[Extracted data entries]
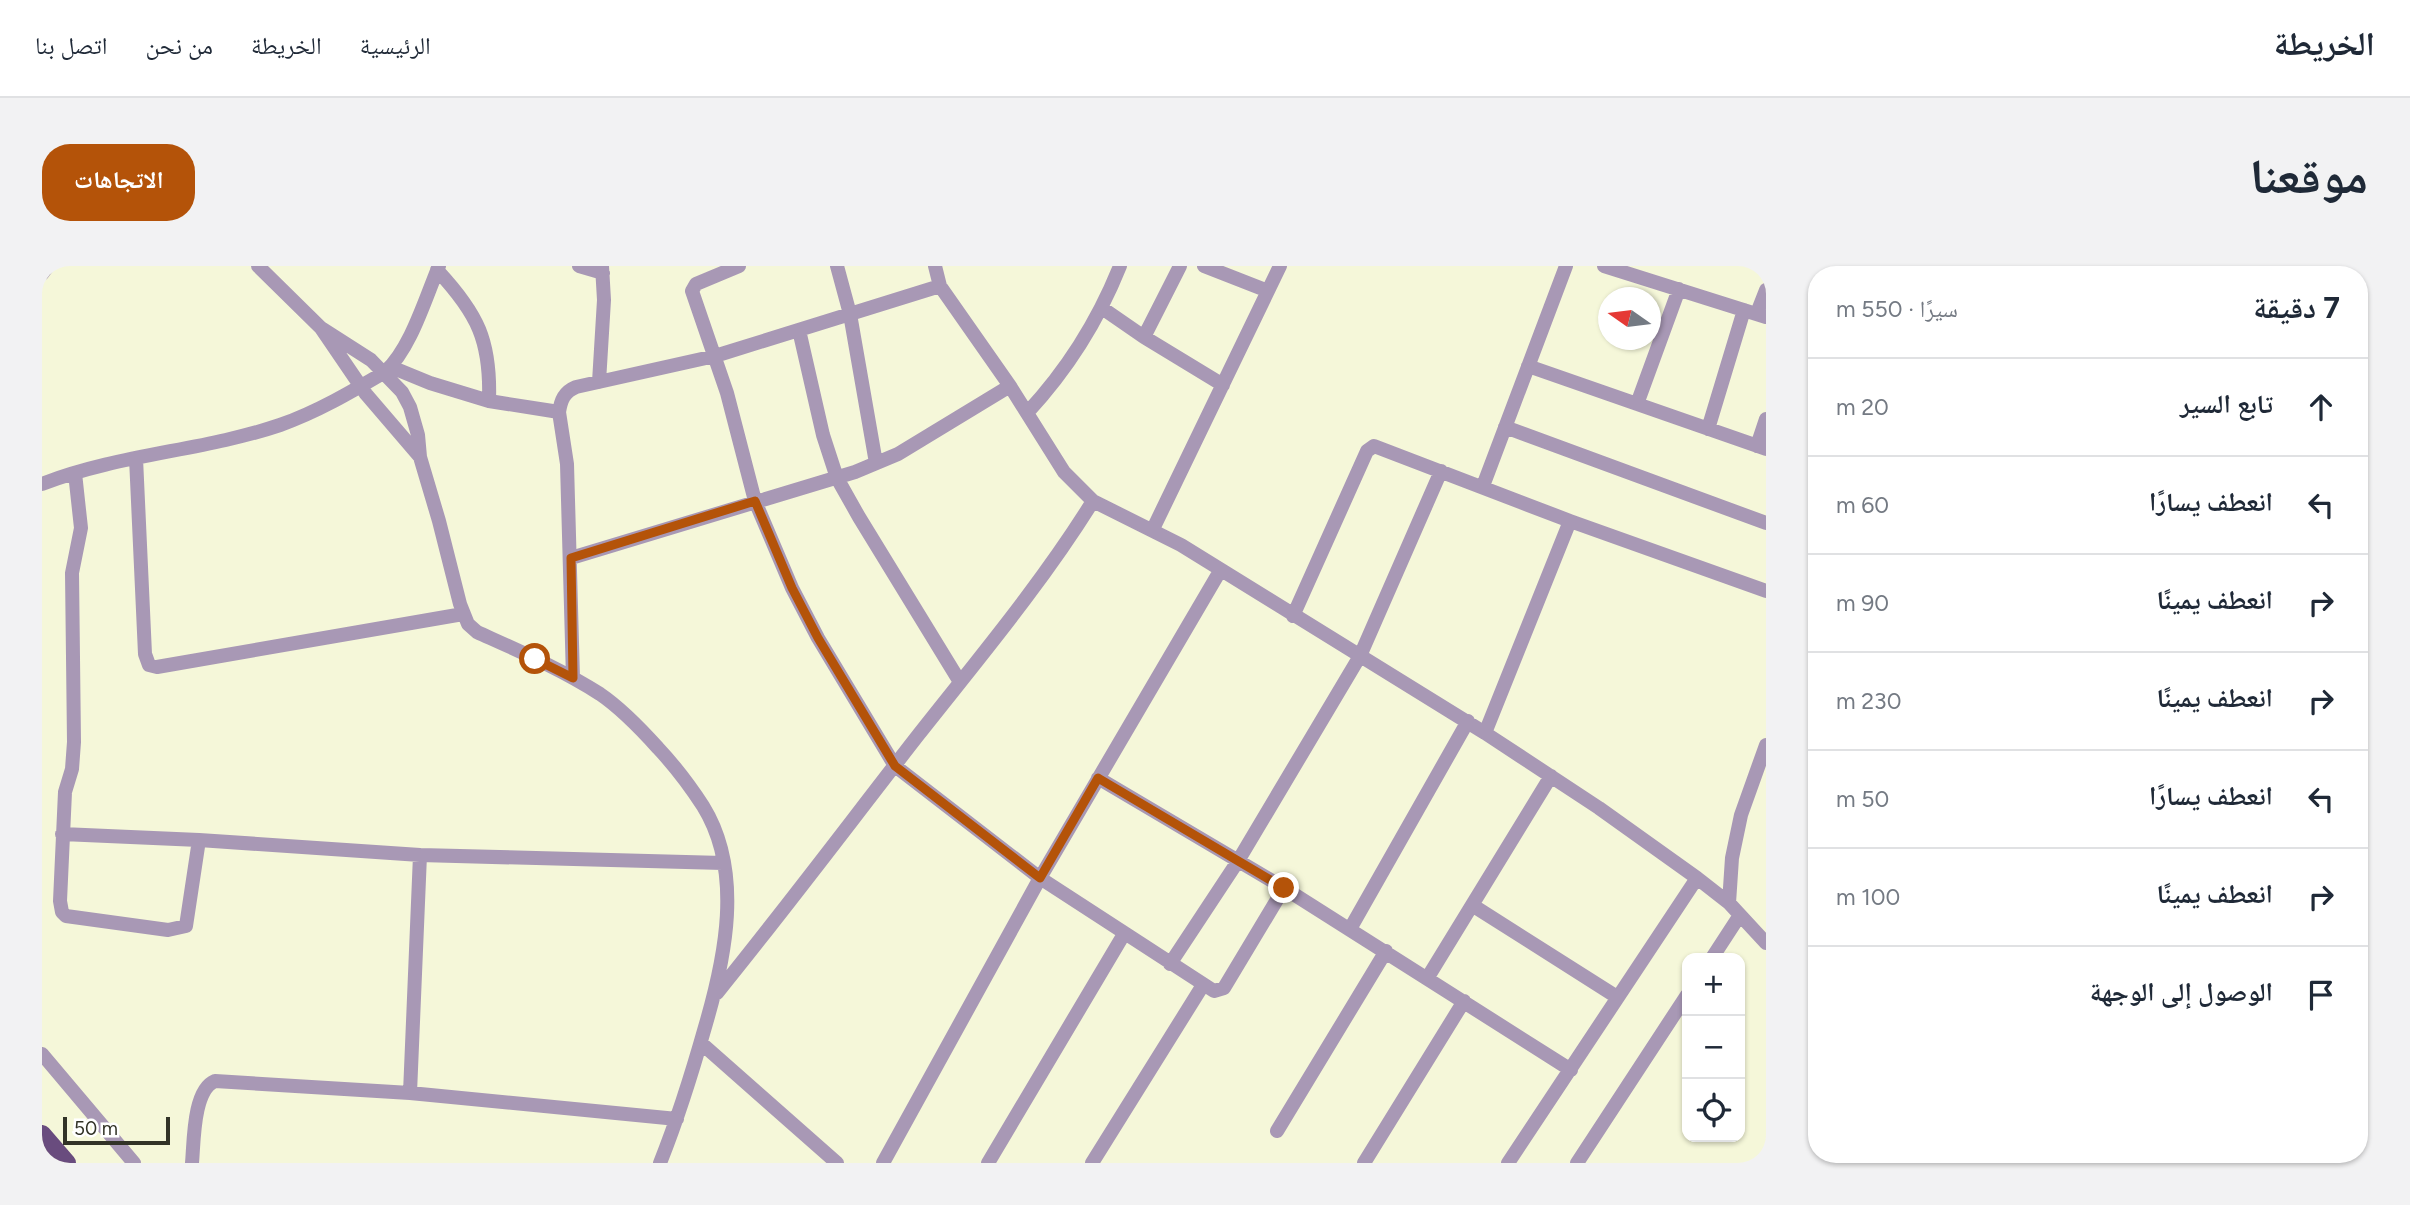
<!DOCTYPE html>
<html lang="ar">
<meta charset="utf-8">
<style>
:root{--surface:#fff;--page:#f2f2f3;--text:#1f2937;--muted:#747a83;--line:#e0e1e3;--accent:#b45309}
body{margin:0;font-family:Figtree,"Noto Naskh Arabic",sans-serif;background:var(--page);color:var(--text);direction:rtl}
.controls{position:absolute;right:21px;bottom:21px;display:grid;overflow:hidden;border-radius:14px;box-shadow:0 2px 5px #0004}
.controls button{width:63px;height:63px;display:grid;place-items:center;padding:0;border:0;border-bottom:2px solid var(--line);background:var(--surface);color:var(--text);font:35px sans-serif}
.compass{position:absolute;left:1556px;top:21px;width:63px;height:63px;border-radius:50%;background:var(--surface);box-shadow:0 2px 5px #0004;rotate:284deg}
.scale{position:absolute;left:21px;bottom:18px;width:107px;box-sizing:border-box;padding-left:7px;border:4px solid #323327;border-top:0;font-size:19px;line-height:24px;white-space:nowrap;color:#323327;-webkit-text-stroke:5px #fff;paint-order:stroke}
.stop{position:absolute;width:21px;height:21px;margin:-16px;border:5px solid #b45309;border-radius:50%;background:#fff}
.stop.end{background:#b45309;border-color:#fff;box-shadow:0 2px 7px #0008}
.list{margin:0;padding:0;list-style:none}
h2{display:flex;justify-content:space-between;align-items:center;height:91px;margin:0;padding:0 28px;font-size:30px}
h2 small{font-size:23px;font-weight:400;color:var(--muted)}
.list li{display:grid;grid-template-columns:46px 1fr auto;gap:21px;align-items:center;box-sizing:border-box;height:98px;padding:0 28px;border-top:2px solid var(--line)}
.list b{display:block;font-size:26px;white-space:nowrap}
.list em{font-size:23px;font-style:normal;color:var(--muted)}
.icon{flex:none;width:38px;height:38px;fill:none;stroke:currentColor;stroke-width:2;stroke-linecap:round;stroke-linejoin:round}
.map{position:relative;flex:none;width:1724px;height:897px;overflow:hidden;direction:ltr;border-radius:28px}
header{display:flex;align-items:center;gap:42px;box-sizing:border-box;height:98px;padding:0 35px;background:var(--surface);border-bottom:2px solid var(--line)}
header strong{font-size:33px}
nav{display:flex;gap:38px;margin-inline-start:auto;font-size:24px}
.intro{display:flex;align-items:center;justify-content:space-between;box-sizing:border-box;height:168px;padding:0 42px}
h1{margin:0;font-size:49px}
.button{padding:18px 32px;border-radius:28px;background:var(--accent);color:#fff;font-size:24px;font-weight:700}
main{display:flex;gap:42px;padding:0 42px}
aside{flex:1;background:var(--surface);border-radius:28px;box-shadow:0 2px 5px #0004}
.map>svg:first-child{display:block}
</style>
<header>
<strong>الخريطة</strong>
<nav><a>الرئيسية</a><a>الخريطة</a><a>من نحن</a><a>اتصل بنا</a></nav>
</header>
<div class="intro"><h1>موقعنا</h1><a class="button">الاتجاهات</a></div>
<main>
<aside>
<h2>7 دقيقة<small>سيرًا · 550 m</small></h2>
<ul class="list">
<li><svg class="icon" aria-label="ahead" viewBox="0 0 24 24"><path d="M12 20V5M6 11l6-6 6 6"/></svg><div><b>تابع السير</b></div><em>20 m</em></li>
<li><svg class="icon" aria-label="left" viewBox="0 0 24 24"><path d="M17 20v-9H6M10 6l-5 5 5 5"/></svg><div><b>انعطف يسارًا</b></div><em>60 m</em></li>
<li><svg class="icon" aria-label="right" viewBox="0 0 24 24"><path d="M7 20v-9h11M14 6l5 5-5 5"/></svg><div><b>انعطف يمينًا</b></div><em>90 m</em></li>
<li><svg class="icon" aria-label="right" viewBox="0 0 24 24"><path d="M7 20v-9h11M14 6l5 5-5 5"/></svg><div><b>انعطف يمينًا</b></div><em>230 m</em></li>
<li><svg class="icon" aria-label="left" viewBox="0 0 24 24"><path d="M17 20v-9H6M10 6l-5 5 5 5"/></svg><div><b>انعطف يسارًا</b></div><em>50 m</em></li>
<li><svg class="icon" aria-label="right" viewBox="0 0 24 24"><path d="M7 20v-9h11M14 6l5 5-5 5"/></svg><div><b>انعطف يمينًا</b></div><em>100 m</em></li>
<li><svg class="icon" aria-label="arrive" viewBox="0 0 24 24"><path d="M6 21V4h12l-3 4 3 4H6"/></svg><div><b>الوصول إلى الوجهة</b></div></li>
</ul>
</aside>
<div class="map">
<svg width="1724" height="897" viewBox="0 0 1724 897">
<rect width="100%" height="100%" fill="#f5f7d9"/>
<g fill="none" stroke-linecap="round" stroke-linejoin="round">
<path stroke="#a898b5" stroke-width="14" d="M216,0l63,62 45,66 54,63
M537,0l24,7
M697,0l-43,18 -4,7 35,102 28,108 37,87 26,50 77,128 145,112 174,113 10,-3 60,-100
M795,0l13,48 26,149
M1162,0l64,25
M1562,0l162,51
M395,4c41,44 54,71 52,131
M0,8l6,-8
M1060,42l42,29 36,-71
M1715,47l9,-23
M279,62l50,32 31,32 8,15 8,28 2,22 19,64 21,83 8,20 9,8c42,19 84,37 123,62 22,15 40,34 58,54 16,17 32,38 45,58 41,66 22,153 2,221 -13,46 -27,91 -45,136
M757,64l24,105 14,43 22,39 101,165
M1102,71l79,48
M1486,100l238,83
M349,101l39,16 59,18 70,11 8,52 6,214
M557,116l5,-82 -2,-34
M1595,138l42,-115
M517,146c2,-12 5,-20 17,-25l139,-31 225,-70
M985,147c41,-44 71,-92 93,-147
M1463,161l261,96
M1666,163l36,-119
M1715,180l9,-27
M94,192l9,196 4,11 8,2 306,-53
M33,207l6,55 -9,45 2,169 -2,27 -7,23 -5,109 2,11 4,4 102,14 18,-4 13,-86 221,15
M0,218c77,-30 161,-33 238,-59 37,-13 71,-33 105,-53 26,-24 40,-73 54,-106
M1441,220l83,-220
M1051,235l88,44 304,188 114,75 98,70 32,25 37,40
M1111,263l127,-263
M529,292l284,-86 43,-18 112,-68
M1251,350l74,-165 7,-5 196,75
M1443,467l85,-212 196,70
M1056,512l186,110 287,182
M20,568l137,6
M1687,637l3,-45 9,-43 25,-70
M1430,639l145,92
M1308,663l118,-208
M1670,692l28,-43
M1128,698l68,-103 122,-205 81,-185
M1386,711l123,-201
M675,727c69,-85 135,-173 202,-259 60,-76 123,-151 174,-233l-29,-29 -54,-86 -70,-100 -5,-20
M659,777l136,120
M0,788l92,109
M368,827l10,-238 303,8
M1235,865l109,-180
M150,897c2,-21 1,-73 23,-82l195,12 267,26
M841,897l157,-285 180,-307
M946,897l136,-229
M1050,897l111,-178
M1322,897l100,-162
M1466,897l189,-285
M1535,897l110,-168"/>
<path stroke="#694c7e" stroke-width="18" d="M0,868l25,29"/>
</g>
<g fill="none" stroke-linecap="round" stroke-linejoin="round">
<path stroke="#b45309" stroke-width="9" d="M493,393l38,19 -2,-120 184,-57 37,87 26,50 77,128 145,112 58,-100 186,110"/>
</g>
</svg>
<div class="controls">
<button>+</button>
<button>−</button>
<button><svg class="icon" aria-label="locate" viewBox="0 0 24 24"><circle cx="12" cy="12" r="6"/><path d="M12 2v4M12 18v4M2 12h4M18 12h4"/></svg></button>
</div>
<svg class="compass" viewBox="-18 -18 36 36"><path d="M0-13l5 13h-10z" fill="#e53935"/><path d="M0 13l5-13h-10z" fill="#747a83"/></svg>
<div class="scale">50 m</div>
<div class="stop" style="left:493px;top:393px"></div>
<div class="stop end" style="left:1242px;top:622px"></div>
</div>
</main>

◆ Your assignment
A copy of each line in the data above that holds the string "solid" is needed.

◆ Exercise result
.controls button{width:63px;height:63px;display:grid;place-items:center;padding:0;border:0;border-bottom:2px solid var(--line);background:var(--surface);color:var(--text);font:35px sans-serif}
.scale{position:absolute;left:21px;bottom:18px;width:107px;box-sizing:border-box;padding-left:7px;border:4px solid #323327;border-top:0;font-size:19px;line-height:24px;white-space:nowrap;color:#323327;-webkit-text-stroke:5px #fff;paint-order:stroke}
.stop{position:absolute;width:21px;height:21px;margin:-16px;border:5px solid #b45309;border-radius:50%;background:#fff}
.list li{display:grid;grid-template-columns:46px 1fr auto;gap:21px;align-items:center;box-sizing:border-box;height:98px;padding:0 28px;border-top:2px solid var(--line)}
header{display:flex;align-items:center;gap:42px;box-sizing:border-box;height:98px;padding:0 35px;background:var(--surface);border-bottom:2px solid var(--line)}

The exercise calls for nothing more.